|Born||Oct. 20, 1891
Bollington, Cheshire, England
|Died||July 24, 1974 (at age 82)
Sir James Chadwick was a famous English physicist. He was awarded the 1935 Nobel Prize in Physics for discovering the neutron in 1932. During the Second World War, he was the head of the British scientists that worked on the Manhattan Project. In 1945, he was knighted for his outstanding achievements in the field of physics.
Early Life and Education
James was born on October 20, 1891, in Bollington, Cheshire. He was the first child and was named after his grandfather. In 1895, his parents left and went to Manchester, leaving him to live with his grandparents. He joined a local primary school and was offered scholarship to Manchester Grammar School for Boys. This school was in Manchester and so he had to join his parents there. At the age of 16, he sat for the university scholarship exams and was lucky to be offered both.

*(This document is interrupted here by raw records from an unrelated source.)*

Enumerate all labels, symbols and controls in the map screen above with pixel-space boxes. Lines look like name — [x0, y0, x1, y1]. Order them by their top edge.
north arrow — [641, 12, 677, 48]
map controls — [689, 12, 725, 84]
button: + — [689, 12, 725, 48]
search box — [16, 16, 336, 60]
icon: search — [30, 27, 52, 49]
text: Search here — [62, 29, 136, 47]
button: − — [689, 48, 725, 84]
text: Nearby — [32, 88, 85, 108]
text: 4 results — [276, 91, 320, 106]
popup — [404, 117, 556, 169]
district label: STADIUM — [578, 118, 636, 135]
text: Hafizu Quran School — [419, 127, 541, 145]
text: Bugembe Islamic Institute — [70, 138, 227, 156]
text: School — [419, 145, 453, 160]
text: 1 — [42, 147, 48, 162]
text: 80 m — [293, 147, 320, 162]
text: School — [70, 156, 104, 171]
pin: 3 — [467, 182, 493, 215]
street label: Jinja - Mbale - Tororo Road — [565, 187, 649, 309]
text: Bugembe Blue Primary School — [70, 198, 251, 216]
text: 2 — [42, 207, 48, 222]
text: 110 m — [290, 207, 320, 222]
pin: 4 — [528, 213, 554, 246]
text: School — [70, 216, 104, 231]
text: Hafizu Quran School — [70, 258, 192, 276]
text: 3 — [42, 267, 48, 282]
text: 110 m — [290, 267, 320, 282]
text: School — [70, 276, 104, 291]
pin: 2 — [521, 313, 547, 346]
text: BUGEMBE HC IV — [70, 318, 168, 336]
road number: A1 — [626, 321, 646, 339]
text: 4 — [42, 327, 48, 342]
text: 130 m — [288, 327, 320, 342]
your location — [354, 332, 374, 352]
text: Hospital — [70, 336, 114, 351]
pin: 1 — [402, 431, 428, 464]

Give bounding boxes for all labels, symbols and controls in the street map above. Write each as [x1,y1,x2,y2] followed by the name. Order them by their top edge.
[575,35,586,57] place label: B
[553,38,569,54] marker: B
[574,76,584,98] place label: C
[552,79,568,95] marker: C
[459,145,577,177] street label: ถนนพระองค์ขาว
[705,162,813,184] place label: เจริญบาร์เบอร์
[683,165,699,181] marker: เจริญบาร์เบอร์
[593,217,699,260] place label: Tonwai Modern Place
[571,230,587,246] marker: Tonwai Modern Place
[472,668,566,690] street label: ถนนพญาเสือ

Chadwick chose to join the Victoria University of Manchester in 1908. Like many other students, James had to walk a long distance each day from home to school. At the end of his first year in the university, he was awarded the Heginbottom scholarship to concentrate on studying physics. At the physics department, he was given an assignment of coming up with a way of comparing the amount of radioactive energy from two different sources. He graduated with first-class honors in 1911.
Working with Radiation
By this time, James Chadwick had already devised some ways of measuring gamma radiation. He proceeded to measure the absorption of different gamma rays by various liquids and gases. He later published his results. In 1912, he was awarded his masters degree and was even appointed a Beyer Fellow.
After one year, he was awarded an 1851 Exhibition Scholarship. This scholarship allowed him to research at a university in Europe. In 1913, he was chosen to go to Berlin to study beta radiation under Hans Geiger. With the help of Geiger, James was able to demonstrate how beta radiation produced continuous electromagnetic spectrum rather than some discrete lines as previously believed.
Chadwick during WWI
During WWI, James Chadwick was still in Berlin. He was interned in a camp near Berlin; here, he was allowed to set up his laboratory in stables. He conducted his experiments using some improvised materials like radioactive toothpaste. He also worked on ionization of phosphorous and photochemical reaction of chlorine and carbon monoxide. In 1918, he returned to his parent’s home in Manchester.
In Manchester, he was offered a teaching position that allowed him to continue with his research. Here, he worked on the nuclear charge of silver, platinum, and copper. In 1919, he joined the University of Cambridge and the following year he was awarded the Clerk-Maxwell Studentship. In 1921, he was awarded his degree and he became a fellow of Gonville and Caius College.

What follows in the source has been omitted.